• _EXTRACTED ENTRIES_

Content starts

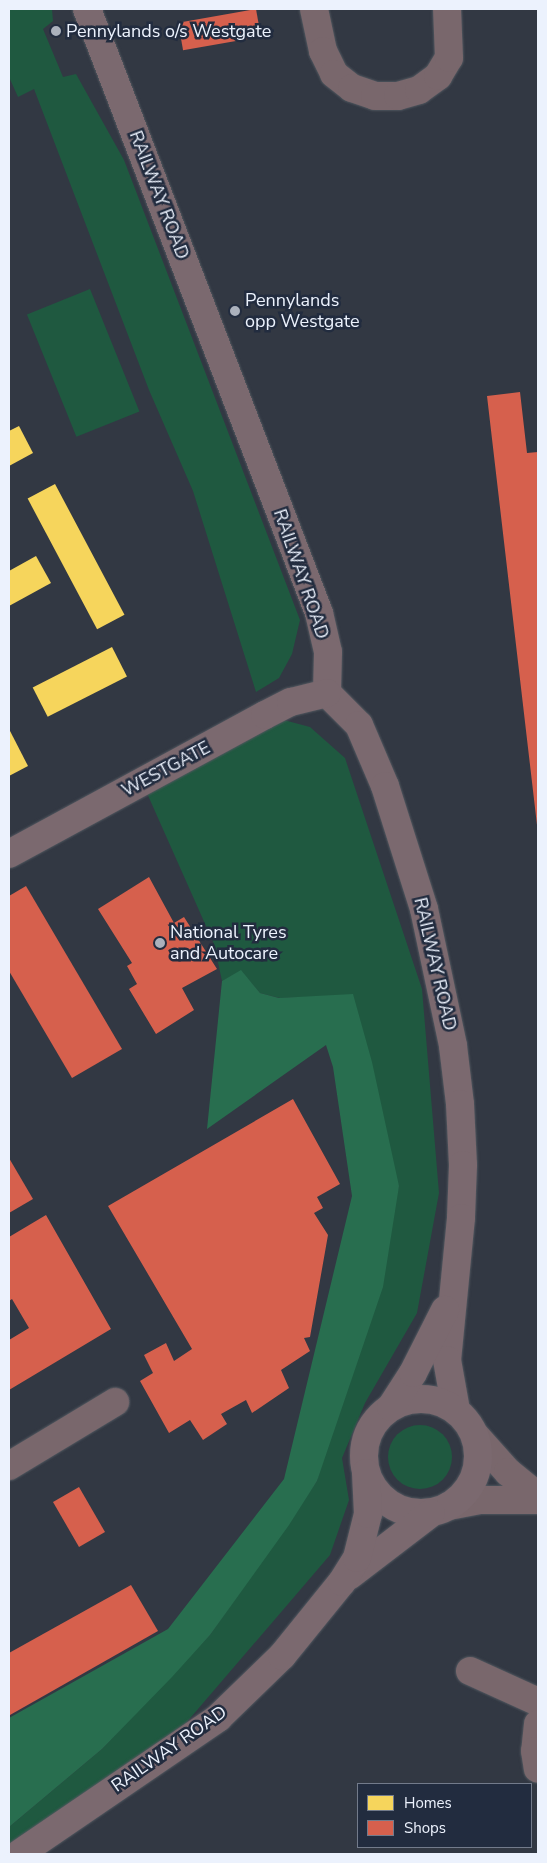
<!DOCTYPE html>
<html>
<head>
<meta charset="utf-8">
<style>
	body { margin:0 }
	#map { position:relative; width:547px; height:1863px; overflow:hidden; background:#323843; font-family:"Nunito Sans",sans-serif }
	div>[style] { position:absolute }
	.green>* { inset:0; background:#1f5940; transform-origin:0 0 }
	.round { border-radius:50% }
	.forest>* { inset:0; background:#286e4f }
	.homes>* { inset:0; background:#f6d55c; transform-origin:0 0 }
	.shops>* { inset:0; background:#d6604d; transform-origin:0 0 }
	.roads { filter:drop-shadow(0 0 1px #51575f) drop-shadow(0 0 1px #51575f) }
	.street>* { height:28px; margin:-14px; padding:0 14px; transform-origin:14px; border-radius:14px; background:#79676c }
	.secondary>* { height:28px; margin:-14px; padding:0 14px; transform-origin:14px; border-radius:14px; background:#7b696f }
	.secondary>.ring { margin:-14px; padding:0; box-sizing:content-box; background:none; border:28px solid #7b696f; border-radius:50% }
	.dots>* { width:14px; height:14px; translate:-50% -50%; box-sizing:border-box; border:2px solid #222c3f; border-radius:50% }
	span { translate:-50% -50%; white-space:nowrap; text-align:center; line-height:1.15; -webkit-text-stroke:5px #222c3f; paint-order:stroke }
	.poi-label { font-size:18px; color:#ecf2fd }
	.left { translate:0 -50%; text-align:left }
	.street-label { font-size:18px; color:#ecf2fd }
	.frame { position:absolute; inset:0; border:10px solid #ecf2fd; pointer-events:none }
	.legend { position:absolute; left:357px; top:1783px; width:175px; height:65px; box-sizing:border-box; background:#222c3f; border:1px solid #737b8b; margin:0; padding:6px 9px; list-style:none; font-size:15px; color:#ecf2fd }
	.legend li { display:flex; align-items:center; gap:10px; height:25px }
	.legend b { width:25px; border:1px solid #737b8b }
</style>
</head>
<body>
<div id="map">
	<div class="green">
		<i style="clip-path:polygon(9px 9px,52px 9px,53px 21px,43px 29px,63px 77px,76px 74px,124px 160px,300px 620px,292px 654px,279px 678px,256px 692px,193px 491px,149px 390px,34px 89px,18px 97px,9px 77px)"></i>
		<i style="left:90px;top:289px;width:132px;height:68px;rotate:68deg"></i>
		<i style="clip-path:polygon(265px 715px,310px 727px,345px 758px,422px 989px,439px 1193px,417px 1313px,365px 1403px,342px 1458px,349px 1500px,330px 1555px,180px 1730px,9px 1854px,9px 1827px,102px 1749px,210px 1635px,317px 1481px,399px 1186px,313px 997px,280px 998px,260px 993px,241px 971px,222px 981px,214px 944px,142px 782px)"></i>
		<i class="round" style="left:388px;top:1425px;width:64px;height:64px"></i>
	</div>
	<div class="forest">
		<i style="clip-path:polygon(241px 970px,260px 993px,279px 998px,353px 994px,372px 1062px,399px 1186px,383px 1287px,317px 1481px,289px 1525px,210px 1635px,172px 1677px,102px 1749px,9px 1827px,9px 1718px,168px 1629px,284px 1479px,352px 1196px,333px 1067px,326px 1045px,207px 1129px,222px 981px)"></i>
	</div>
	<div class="homes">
		<i style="clip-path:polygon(19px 426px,33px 453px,9px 466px,9px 431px)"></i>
		<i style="left:55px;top:484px;width:148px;height:31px;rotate:62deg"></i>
		<i style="clip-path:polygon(36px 556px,51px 583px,9px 606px,9px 571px)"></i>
		<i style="left:112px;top:647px;width:33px;height:89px;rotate:63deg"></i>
		<i style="clip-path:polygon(9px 729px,28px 766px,9px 776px)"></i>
	</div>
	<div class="shops">
		<i style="left:256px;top:9px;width:28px;height:79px;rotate:80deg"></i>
		<i style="clip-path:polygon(520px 392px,527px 453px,538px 452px,537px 825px,487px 396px)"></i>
		<i style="clip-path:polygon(149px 877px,174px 923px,184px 917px,217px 969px,182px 988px,194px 1010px,156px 1034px,129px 989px,137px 984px,127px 966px,132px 963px,98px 909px)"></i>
		<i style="clip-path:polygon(26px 886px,122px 1049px,72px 1078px,9px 971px,9px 896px)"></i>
		<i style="clip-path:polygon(293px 1099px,340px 1184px,317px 1197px,323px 1208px,314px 1213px,328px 1235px,310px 1337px,304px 1338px,310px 1351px,281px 1370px,289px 1388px,252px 1413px,246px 1400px,221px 1414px,227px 1424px,203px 1440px,190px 1420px,169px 1433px,140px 1381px,153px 1373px,144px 1355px,166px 1343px,174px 1361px,192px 1349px,108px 1206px)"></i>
		<i style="clip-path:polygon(9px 1158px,33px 1199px,9px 1213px)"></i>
		<i style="clip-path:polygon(46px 1215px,111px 1329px,9px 1390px,9px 1340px,29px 1328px,12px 1299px,9px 1301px,9px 1237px)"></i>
		<i style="left:79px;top:1487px;width:52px;height:30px;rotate:60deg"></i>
		<i style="clip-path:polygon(131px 1585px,158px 1631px,10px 1715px,9px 1653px)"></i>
	</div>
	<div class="roads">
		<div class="street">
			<i style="left:314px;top:9px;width:43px;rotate:77.9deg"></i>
			<i style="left:323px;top:51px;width:25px;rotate:64deg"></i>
			<i style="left:334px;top:74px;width:23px;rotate:38deg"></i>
			<i style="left:352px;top:88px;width:24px;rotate:19deg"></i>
			<i style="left:375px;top:96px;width:23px"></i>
			<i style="left:398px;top:96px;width:22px;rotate:-16deg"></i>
			<i style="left:419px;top:90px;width:24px;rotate:-36deg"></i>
			<i style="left:438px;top:76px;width:21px;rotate:-59deg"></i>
			<i style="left:449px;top:58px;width:49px;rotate:-92.3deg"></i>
			<i style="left:475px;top:1435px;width:50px;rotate:48.3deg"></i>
			<i style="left:508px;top:1472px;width:38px;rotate:39deg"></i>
			<i style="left:9px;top:1466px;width:124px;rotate:-31.1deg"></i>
			<i style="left:449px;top:1506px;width:33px;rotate:-11deg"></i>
			<i style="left:481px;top:1500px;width:57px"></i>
			<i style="left:470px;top:1671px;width:75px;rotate:24.5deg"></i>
			<i style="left:538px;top:1724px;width:27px;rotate:96deg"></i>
			<i style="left:535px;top:1751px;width:18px;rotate:81deg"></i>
		</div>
		<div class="secondary">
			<i style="left:87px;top:9px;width:647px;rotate:68.99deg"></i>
			<i style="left:319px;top:613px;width:40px;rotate:77deg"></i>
			<i style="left:328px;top:652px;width:41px;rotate:91.4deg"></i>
			<i style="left:327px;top:693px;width:45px;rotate:45deg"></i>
			<i style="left:359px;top:725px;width:66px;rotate:66.9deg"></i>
			<i style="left:385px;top:786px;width:129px;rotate:72.4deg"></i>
			<i style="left:424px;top:909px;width:140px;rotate:78deg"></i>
			<i style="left:453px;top:1046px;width:58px;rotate:83.1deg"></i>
			<i style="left:460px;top:1104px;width:61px;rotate:87.2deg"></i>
			<i style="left:463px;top:1165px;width:53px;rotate:92.2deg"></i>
			<i style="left:461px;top:1218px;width:143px;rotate:95.6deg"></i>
			<i style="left:447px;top:1360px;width:51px;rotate:79.8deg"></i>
			<i style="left:9px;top:854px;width:291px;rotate:-28.5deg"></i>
			<i style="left:265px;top:715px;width:29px;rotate:-27deg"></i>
			<i style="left:291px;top:702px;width:37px;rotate:-14deg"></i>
			<i class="ring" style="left:364px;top:1399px;width:86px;height:86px"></i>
			<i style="left:391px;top:1407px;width:40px;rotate:-57.1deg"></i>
			<i style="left:413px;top:1373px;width:71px;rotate:-63.1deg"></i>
			<i style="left:349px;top:1576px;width:103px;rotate:-37.5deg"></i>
			<i style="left:19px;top:1854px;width:241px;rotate:-34.3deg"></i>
			<i style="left:218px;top:1718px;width:89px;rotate:-44.1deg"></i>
			<i style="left:282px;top:1656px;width:95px;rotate:-51deg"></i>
			<i style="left:342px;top:1582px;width:28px;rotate:-58deg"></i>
			<i style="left:357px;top:1558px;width:45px;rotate:-76deg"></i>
			<i style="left:368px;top:1514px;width:41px;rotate:-92.8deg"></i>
		</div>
	</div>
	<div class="dots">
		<i style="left:56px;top:31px;background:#abb1bc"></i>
		<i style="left:235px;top:311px;background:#abb1bc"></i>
		<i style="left:160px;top:943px;background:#abb1bc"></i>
	</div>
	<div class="poi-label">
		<span class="left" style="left:66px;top:31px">Pennylands o/s Westgate</span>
		<span class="left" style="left:245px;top:311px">Pennylands<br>opp Westgate</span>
		<span class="left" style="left:170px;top:943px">National Tyres<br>and Autocare</span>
	</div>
	<div class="street-label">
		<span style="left:159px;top:195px;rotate:69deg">RAILWAY ROAD</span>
		<span style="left:301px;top:574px;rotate:71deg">RAILWAY ROAD</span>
		<span style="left:166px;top:769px;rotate:-28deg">WESTGATE</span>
		<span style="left:435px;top:964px;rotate:77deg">RAILWAY ROAD</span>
		<span style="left:169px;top:1749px;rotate:-35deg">RAILWAY ROAD</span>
	</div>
	<div class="frame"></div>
	<ul class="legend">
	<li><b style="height:14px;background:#f6d55c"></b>Homes</li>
	<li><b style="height:14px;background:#d6604d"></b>Shops</li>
	</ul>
</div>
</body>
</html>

Content ends

• _TO DO_
Only the lines holding the string "center" are needed; copy each of them from the material above.

• _OUTPUT OF THE TASK_
	span { translate:-50% -50%; white-space:nowrap; text-align:center; line-height:1.15; -webkit-text-stroke:5px #222c3f; paint-order:stroke }
	.legend li { display:flex; align-items:center; gap:10px; height:25px }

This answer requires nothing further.